____ Record set

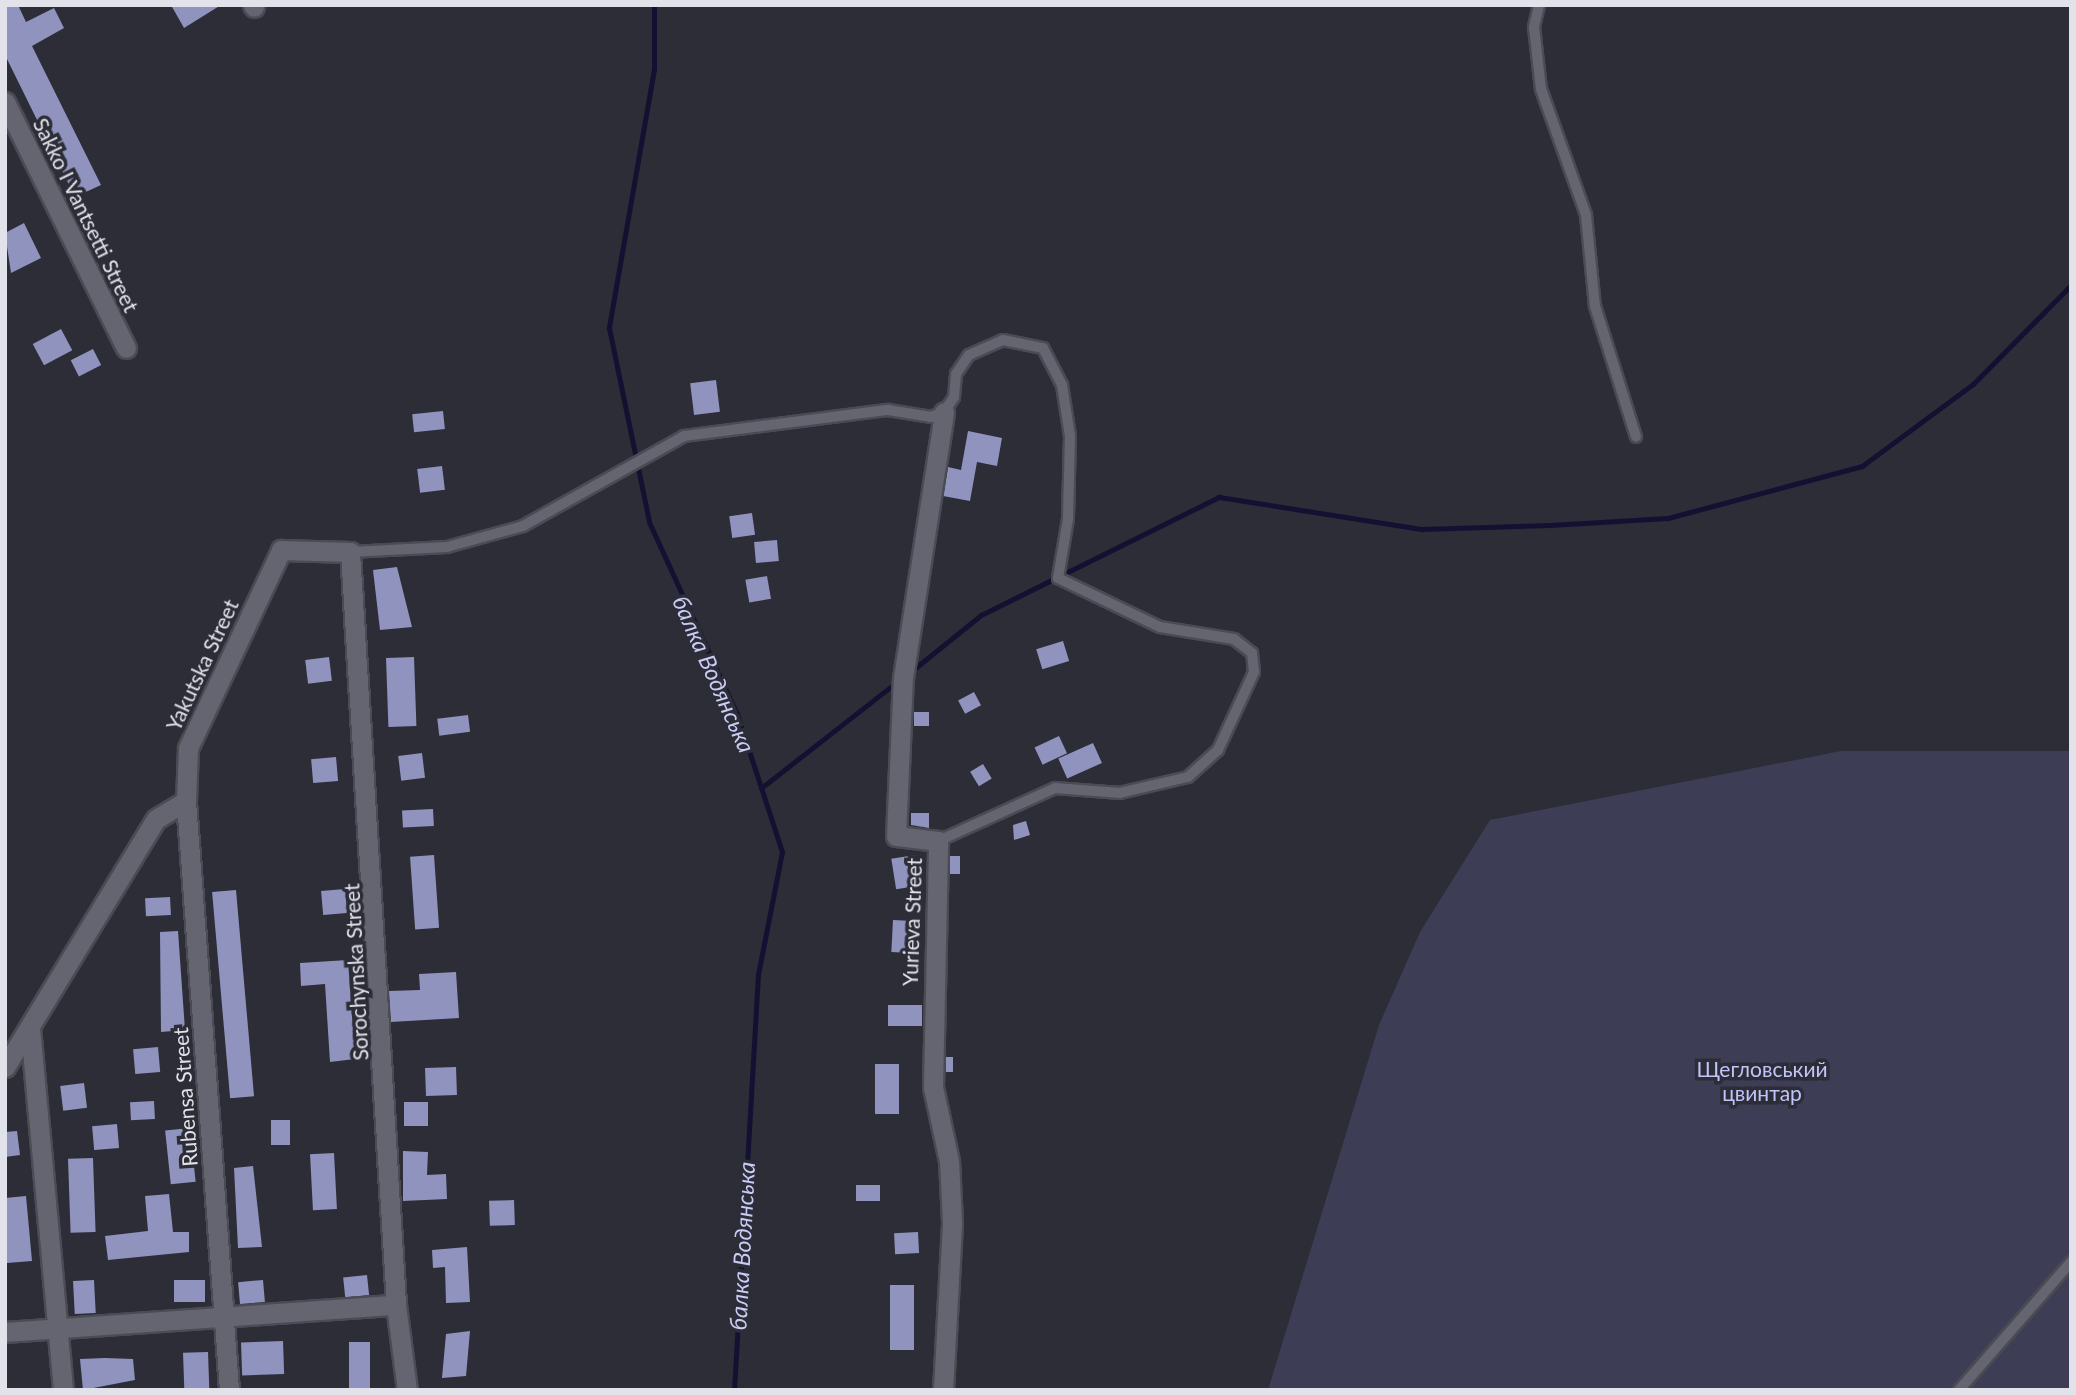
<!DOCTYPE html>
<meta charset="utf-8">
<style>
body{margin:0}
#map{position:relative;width:2076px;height:1395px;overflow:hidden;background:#2c2d37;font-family:Lato,sans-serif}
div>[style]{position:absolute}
.green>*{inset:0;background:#3d3e56}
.stream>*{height:5px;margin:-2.5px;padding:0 2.5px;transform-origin:2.5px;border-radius:2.5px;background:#131132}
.building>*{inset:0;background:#9093be;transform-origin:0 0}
.roads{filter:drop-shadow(2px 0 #4a4b53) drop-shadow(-2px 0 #4a4b53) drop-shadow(0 2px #4a4b53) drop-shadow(0 -2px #4a4b53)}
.service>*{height:10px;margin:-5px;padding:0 5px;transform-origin:5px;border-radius:5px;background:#646571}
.minor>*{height:19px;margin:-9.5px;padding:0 9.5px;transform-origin:9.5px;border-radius:9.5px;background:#646571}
span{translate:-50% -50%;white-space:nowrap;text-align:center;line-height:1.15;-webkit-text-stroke:7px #2c2d37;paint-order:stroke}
.street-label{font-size:21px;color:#e2e3ea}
.park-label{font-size:21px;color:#c0c4fa}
.water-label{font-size:23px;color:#c9ccf5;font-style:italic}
.frame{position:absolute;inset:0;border:7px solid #e2e3ea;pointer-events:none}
</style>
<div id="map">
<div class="green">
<div style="clip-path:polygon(1841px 751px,2071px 751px,2071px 1390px,1268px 1390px,1379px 1025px,1420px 932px,1490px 820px)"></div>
</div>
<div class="stream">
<div style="left:654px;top:5px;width:64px;rotate:90deg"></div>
<div style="left:654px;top:69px;width:263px;rotate:99.9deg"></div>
<div style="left:609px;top:328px;width:198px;rotate:78.3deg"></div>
<div style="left:649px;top:522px;width:211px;rotate:65.4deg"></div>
<div style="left:737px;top:714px;width:145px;rotate:71.9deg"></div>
<div style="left:782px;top:852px;width:124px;rotate:101.1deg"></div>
<div style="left:758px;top:974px;width:417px;rotate:93.3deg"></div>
<div style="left:909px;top:673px;width:92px;rotate:-38.9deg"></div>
<div style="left:981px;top:615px;width:266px;rotate:-26.4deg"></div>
<div style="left:1219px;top:497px;width:206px;rotate:9deg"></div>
<div style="left:1422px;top:529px;width:128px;rotate:-1.8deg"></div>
<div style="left:1550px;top:525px;width:118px;rotate:-3.4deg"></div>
<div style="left:1668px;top:518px;width:201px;rotate:-15deg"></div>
<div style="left:1862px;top:466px;width:138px;rotate:-36.5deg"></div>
<div style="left:1973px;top:384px;width:139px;rotate:-45.3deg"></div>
<div style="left:761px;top:788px;width:174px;rotate:-38deg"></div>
</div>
<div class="building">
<div style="clip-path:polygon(5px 5px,18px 5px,26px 22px,54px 8px,64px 28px,32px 46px,101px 185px,75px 197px,5px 55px)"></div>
<div style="clip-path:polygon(171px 5px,221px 5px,184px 28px)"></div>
<div style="clip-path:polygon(24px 223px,41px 258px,11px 273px,5px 233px)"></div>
<div style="left:61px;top:329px;width:24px;height:32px;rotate:62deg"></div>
<div style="left:93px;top:349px;width:18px;height:25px;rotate:63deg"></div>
<div style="left:716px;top:380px;width:32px;height:26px;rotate:83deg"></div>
<div style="left:443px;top:411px;width:18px;height:31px;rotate:84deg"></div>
<div style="clip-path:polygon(968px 431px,1002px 438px,997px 466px,977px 462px,970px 501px,943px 496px,948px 467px,961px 470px)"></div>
<div style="left:442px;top:466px;width:24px;height:25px;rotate:83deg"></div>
<div style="left:752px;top:513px;width:22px;height:23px;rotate:82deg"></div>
<div style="left:777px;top:540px;width:21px;height:23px;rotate:85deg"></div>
<div style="clip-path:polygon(397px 567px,412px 627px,380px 630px,373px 570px)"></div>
<div style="left:767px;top:576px;width:23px;height:22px;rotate:80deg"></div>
<div style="left:1063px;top:641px;width:21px;height:28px;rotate:73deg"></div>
<div style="left:329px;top:657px;width:24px;height:24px;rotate:83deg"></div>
<div style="left:414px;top:657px;width:69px;height:28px;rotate:88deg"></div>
<div style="left:974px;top:692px;width:15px;height:18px;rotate:62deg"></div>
<div style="left:914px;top:712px;width:15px;height:14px"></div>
<div style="left:468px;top:715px;width:17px;height:31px;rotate:83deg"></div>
<div style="left:1059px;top:736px;width:19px;height:27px;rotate:65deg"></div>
<div style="left:1093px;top:743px;width:22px;height:38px;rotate:66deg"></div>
<div style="left:422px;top:753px;width:25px;height:24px;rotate:83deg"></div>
<div style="left:336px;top:757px;width:24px;height:25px;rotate:85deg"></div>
<div style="left:983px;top:764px;width:17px;height:15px;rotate:59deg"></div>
<div style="left:433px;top:809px;width:17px;height:31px;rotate:87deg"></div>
<div style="clip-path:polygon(911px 813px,929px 813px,929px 828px,911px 825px)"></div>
<div style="clip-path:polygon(1026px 821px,1030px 835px,1014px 840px,1013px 825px)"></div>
<div style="left:434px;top:855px;width:73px;height:24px;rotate:86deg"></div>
<div style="left:915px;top:855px;width:31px;height:24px;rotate:81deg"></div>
<div style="left:950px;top:856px;width:10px;height:18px"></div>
<div style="left:345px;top:889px;width:24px;height:24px;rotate:85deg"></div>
<div style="left:236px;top:890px;width:207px;height:24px;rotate:85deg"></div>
<div style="left:170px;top:897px;width:18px;height:25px;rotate:87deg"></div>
<div style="left:893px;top:920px;width:20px;height:32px;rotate:3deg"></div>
<div style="clip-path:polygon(178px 931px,185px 1030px,161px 1032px,160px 932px)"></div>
<div style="clip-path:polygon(348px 960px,355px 1059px,330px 1062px,325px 984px,301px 986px,300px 963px)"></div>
<div style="clip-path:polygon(456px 972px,459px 1018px,391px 1022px,389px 991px,420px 990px,419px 974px)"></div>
<div style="left:922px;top:1005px;width:21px;height:34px;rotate:90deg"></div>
<div style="left:158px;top:1047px;width:25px;height:25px;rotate:85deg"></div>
<div style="left:946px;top:1057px;width:7px;height:15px"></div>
<div style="left:875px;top:1064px;width:24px;height:50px"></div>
<div style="left:456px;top:1067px;width:28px;height:31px;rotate:88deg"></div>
<div style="left:84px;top:1083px;width:25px;height:24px;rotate:83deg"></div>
<div style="left:154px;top:1101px;width:18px;height:24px;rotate:87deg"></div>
<div style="left:404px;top:1102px;width:24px;height:24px"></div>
<div style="left:290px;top:1120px;width:25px;height:19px;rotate:90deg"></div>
<div style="left:117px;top:1124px;width:24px;height:25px;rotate:85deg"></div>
<div style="left:190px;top:1128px;width:54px;height:25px;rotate:84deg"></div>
<div style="clip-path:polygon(17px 1131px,20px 1155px,5px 1157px,5px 1132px)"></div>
<div style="clip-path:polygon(403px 1151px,428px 1152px,427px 1175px,446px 1174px,447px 1199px,403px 1201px)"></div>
<div style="left:334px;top:1153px;width:56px;height:24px;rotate:87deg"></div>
<div style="left:93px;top:1158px;width:74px;height:25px;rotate:88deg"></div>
<div style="clip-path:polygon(253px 1166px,262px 1247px,238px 1248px,234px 1168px)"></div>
<div style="left:856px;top:1185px;width:24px;height:16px"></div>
<div style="clip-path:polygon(169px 1194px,173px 1232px,189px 1232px,189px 1252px,108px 1260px,105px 1236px,148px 1231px,145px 1196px)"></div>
<div style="clip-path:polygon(26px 1196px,32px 1261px,7px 1263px,5px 1198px)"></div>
<div style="left:514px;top:1200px;width:25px;height:25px;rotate:88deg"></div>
<div style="left:918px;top:1232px;width:21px;height:24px;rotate:87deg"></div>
<div style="clip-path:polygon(467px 1247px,470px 1302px,446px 1303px,445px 1267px,433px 1268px,432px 1250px)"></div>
<div style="left:367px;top:1275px;width:20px;height:24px;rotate:84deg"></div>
<div style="left:94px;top:1280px;width:33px;height:21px;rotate:87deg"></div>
<div style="left:205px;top:1280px;width:22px;height:31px;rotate:90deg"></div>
<div style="left:263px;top:1280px;width:22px;height:25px;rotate:85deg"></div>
<div style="left:890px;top:1285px;width:24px;height:65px"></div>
<div style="clip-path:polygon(470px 1331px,466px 1376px,442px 1378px,446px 1334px)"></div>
<div style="left:283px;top:1341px;width:33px;height:42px;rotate:88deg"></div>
<div style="left:349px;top:1342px;width:21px;height:48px"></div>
<div style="left:208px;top:1352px;width:38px;height:25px;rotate:88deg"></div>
<div style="clip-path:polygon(105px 1358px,133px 1359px,135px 1380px,83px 1390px,80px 1359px)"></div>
</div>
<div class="roads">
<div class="service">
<div style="left:1539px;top:5px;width:23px;rotate:103deg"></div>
<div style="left:1534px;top:27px;width:62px;rotate:83.6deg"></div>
<div style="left:1541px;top:89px;width:134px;rotate:70.3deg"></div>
<div style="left:1586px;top:215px;width:91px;rotate:84.4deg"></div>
<div style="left:1595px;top:306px;width:137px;rotate:72.6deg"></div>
<div style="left:350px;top:552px;width:97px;rotate:-3deg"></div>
<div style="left:447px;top:547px;width:79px;rotate:-15.4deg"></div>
<div style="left:523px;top:526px;width:184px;rotate:-29.2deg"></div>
<div style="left:684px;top:436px;width:206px;rotate:-7.3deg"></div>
<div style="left:888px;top:410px;width:44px;rotate:9.2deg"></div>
<div style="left:931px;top:417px;width:14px;rotate:-21deg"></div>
<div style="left:944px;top:412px;width:18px;rotate:-56deg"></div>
<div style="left:954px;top:397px;width:23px;rotate:-85deg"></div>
<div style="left:956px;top:374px;width:23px;rotate:-56deg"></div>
<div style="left:969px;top:355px;width:37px;rotate:-24deg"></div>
<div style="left:1003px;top:340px;width:41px;rotate:11.3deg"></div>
<div style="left:1043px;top:348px;width:42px;rotate:62.8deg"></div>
<div style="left:1062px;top:385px;width:52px;rotate:81.1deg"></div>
<div style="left:1070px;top:436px;width:83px;rotate:91.4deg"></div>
<div style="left:1068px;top:519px;width:60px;rotate:99.6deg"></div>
<div style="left:1058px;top:578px;width:113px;rotate:25.7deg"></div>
<div style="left:1160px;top:627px;width:75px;rotate:9.2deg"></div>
<div style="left:1234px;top:639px;width:23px;rotate:38deg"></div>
<div style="left:1252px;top:653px;width:19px;rotate:84deg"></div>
<div style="left:1254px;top:672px;width:86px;rotate:114.8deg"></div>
<div style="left:1218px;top:750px;width:40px;rotate:138deg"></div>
<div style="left:1188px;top:777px;width:70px;rotate:166.8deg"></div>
<div style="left:1120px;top:793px;width:65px;rotate:-175.6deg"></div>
<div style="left:1055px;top:788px;width:128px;rotate:155.6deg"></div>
<div style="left:1959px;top:1390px;width:170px;rotate:-48.8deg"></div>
</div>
<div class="minor">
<div style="left:253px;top:5px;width:2px;rotate:63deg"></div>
<div style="left:5px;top:102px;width:274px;rotate:63.8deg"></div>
<div style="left:186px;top:801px;width:591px;rotate:85.82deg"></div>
<div style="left:30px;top:1027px;width:364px;rotate:84.8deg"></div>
<div style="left:5px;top:1067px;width:290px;rotate:-58.7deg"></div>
<div style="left:156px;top:819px;width:35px;rotate:-31deg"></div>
<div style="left:186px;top:801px;width:53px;rotate:-87.8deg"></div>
<div style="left:188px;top:748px;width:219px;rotate:-64.8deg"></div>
<div style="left:281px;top:550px;width:69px;rotate:1.7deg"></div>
<div style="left:350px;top:552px;width:754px;rotate:86.5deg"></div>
<div style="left:396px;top:1305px;width:86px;rotate:82.6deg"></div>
<div style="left:5px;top:1332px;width:392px;rotate:-4deg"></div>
<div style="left:943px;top:1390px;width:168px;rotate:-86.9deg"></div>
<div style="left:952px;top:1222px;width:61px;rotate:-92.8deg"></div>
<div style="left:949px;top:1161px;width:76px;rotate:-102.2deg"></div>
<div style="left:933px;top:1087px;width:246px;rotate:-88.8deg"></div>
<div style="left:938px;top:841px;width:42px;rotate:-173.2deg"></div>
<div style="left:896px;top:836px;width:158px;rotate:-87.5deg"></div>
<div style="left:903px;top:678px;width:269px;rotate:-81.2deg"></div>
</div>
</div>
<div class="street-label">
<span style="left:86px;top:215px;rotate:64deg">Sakko I Vantsetti Street</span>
<span style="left:202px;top:665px;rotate:-65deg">Yakutska Street</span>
<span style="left:912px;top:922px;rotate:-88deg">Yurieva Street</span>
<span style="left:356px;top:972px;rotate:-93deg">Sorochynska Street</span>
<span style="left:185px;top:1097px;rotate:-94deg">Rubensa Street</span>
</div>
<div class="park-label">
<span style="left:1762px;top:1081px">Щегловський<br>цвинтар</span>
</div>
<div class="water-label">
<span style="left:714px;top:674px;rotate:66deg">балка Водянська</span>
<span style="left:742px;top:1246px;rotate:-87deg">балка Водянська</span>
</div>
<div class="frame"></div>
</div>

________

▸ What to do:
Which of the lines above hold the string "service"? Pick each of them out.

▸ Problem solution:
.service>*{height:10px;margin:-5px;padding:0 5px;transform-origin:5px;border-radius:5px;background:#646571}
<div class="service">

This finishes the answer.